I wonder if this fear, this apprehensive of being close, so close to the actual generator of the light is what stymies my own proximity with a godhead? Is what thwarts me from harnessing the reins of my creative stagecoach and whupping the dream carriage into an eternal gallop? 
 
Of course, I'm sure I'll be able to see clearly once my lenses arrive. There is no way in hell I'd live to see double digits if I were living in this continent three-hundred summers ago and had to tacitly depend on my sight for survival....how the hell I am going to spot and target a bison when I have a hard time making out my shoe strigs?

*

Previous siblings who have shared bunks with me in the formative toddler era are well aware that I'm the most ticklish lad alive. I make elmo squeals sound  like an aria. When I was a no largder than the size of a fire-hydrant Doctor visits were hell because everytime the nurse practitioner would thump down on the hollowness of my lower stomach, I would immediately begin to jowl in screeches.  My sister Beth (also the biter) would lash out her pointer finger in the direction of my abdomen from across the room and I would end up writhing in feigned titillating tears. She wouldn't even touch me, she would just point.

To the menatlity of both my Mara and my achilles, this psychological tickle wand is still quite efficient toady, as my crazy sister 'Blabber-Mouth "thanks for telling mom about the pot brownies" Beth is well aware of .

"Oh, Dave, look. What do we have here? Under my hand. Oh, no--could it be our little friend." 

Beth brandished her pointer finger across the holiday table in my direction. I errupt in laughter.

"Oh, no, Dave. Look at our little friend. Don't you want to play with our little friend?"

Somehow (?) Uncle Mike found out about my pointer-finger phobia (pointophobe). Uncle Mike just got royally screwed over by our last landlord and, as a creative retort, I engender this weird morbid soap opera titled WHO KILLED MAXIMILLIAN ZERVO (the name of our Italian ex-landlord).

During the last months, while we were moving, I would always commence with my WHO KILLED MAXIMILLIAN ZERVO schtik whenever we would move a rolled carpet or burrow boxed of books into a trunk of the car. Could Maximillian's body be in here? Everyone's ia suspect." I say, like I was talking about awounded J.R. in the mid-eighties.

"Stop that." Michael would always scoff at my mawkish humor and then one day, out of nowhere...bam....Michael orhestrated his pointer finger in my direction and quickly slashed a crisp slice of air and the next thing I know I am wailing with laughter.

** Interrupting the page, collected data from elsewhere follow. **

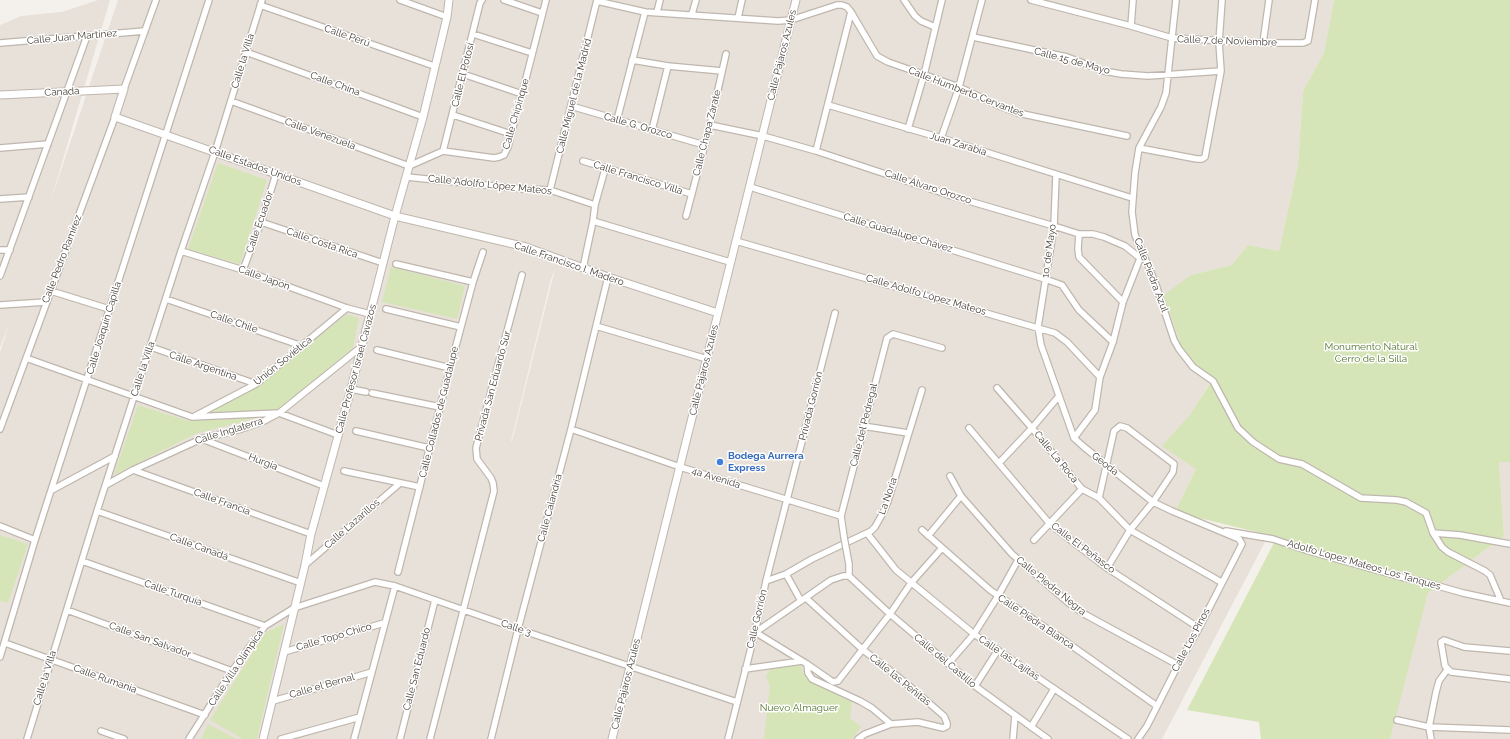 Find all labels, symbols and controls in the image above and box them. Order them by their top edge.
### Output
street label: Calle Pájaros Azules [765,8,799,102]
street label: Calle Perú [323,23,371,49]
street label: Calle Juan Martínez [26,27,118,47]
street label: Calle la Villa [229,32,257,90]
street label: Calle 7 de Noviembre [1177,33,1277,49]
street label: Calle Miguel de la Madrid [554,37,594,155]
street label: Calle El Potosí [449,42,477,108]
street label: Calle 15 de Mayo [1033,45,1111,77]
street label: Calle Humberto Cervantes [907,64,1025,120]
street label: Calle China [308,69,362,99]
street label: Calle Chipinque [500,77,532,151]
street label: Canada [44,85,80,99]
street label: Calle Chapa Zárate [691,89,723,177]
street label: Calle G. Orozco [602,110,674,142]
street label: Calle Venezuela [283,116,357,152]
street label: Juan Zarabia [928,130,988,158]
street label: Calle Estados Unidos [207,144,303,188]
street label: Calle Francisco Villa [592,159,684,197]
street label: Calle Álvaro Orozco [883,167,973,207]
street label: Calle Adolfo López Mateos [427,173,553,197]
street label: Calle Ecuador [244,189,276,255]
street label: Calle Guadalupe Chávez [842,211,954,255]
street label: Calle Pedro Ramírez [40,213,84,305]
street label: 1o. de Mayo [1039,223,1059,279]
street label: Calle Costa Rica [285,225,359,261]
street label: Calle Piedra Azul [1131,236,1171,314]
street label: Calle Francisco I. Madero [513,240,625,288]
street label: Calle Japón [236,263,292,293]
street label: Calle Adolfo López Mateos [865,272,987,318]
street label: Calle Joaquín Capilla [84,280,124,376]
street label: Calle Profesor Israel Cavazos [333,303,379,435]
street label: Calle Chile [209,308,259,336]
street label: Calle Pájaros Azules [687,323,721,417]
street label: Privada San Eduardo Sur [472,329,514,443]
street label: Unión Soviética [251,334,315,388]
street label: Calle la Villa [129,340,157,398]
park label: Monumento Natural Cerro de la Silla [1324,341,1418,364]
street label: Calle Collados de Guadalupe [417,345,461,479]
street label: Calle Argentina [168,349,238,383]
street label: Privada Gorrión [797,370,825,442]
street label: Calle del Pedregal [848,382,880,468]
street label: Calle Inglaterra [194,415,264,447]
street label: Calle La Roca [1031,429,1081,485]
place label: Bodega Aurrera Express [728,450,804,474]
street label: Geoda [1089,450,1121,478]
street label: Hurgia [247,451,279,473]
marker: Bodega Aurrera Express [715,457,725,467]
street label: 4a Avenida [690,465,742,491]
street label: Calle Calandria [535,473,565,543]
street label: La Noria [876,476,900,516]
street label: Calle Francia [192,486,252,518]
street label: Calle Lazarillos [322,497,382,551]
street label: Calle El Peñasco [1049,520,1117,576]
street label: Calle Canadá [168,531,230,563]
street label: Adolfo Lopez Mateos Los Tanques [1286,537,1442,593]
street label: Calle Piedra Negra [1014,554,1088,618]
street label: Calle Turquía [142,577,204,609]
street label: Calle Gorrión [744,588,770,650]
street label: Calle Piedra Blanca [995,592,1077,652]
street label: Calle Los Pinos [1169,606,1213,674]
street label: Calle 3 [499,617,533,639]
street label: Calle San Salvador [107,620,193,660]
street label: Calle Topo Chico [295,620,373,654]
street label: Calle San Eduardo [401,626,433,712]
street label: Calle Villa Olímpica [206,628,266,708]
street label: Calle del Castillo [911,631,979,691]
street label: Calle las Lajitas [976,633,1042,683]
street label: Calle Pájaros Azules [609,637,643,731]
street label: Calle la Villa [31,649,59,707]
street label: Calle las Peñitas [867,652,933,708]
street label: Calle Rumania [72,662,138,696]
street label: Calle el Bernal [288,671,356,701]
park label: Nuevo Almaguer [760,702,838,714]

Guess the concourse has a cookbook of lunar- phobias they allow only the finest participants to peruse. 

 I also keep hearing that feathery- tickled voice brushing off the still-life dust motes inside  my chest. The voice tells me to write. To write all the time. To not worry about what anyone says (let them worry about there own mock masterpieces) but to pour myself on to the contours of the page everyday, as much as I can. That feathery-tickle voice tells me to write for the school paper this pending semester. It tells me that I should read all ten of the course books for my modern fiction class in August (and peck out synopsis and possibly paper outlines for each) and concentrate on my senior projects, grad school applications, killer short stories and smooching with Hollywood pell mell in my screenwriting class that I take via LA satelitte.

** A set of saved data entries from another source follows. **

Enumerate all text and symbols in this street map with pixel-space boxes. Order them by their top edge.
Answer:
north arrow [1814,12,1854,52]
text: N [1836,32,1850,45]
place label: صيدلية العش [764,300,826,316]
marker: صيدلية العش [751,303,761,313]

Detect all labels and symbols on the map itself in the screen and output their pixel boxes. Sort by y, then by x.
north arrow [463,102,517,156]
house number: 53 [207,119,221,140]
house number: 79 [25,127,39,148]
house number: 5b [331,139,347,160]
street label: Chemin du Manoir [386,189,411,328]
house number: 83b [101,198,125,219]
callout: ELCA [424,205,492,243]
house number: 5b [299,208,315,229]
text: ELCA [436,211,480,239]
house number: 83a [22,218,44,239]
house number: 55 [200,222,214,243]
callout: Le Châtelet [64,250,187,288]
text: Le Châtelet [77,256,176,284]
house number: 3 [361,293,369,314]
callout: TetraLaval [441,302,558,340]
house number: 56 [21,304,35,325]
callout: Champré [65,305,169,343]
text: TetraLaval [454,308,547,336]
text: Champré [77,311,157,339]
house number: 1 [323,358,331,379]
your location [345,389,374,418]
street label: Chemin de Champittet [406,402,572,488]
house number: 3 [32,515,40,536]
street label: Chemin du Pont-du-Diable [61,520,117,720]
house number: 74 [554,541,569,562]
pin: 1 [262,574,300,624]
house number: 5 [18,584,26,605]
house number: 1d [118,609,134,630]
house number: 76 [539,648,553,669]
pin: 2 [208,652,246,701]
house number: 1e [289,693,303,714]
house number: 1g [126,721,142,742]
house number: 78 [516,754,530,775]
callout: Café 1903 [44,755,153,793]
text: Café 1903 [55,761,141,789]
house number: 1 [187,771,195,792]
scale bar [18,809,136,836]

The feathery voice also told me to sketch a docu-drama about william miller and call it THE KINGDOM WILL NOT COME BY EXPECTATION.

"You'll do a good job because you'll be divorced from it." The little sparrow voice chirps.

The title of the docu-drama is culled from a quote from Jesus from the (historically versacious) gospel of St. Thomas. 

(And this is a pending Joseph Campbell exegesis so watch out)

In Mark 13 the Christ's disciples inquire about the end of the world in terms of an prophetic red-calender apocolyptic event.

"Verily I say unto you, that this generation shall not pass, till all these things be done.
Heaven and earth shall pass away: but my words shall not pass away. "

Well that generation came to pass and the end of the world did not arrive so this passage was traditionally intuited as a mataphore...as if Christ was talking about the 'race' of mankind as a wgole.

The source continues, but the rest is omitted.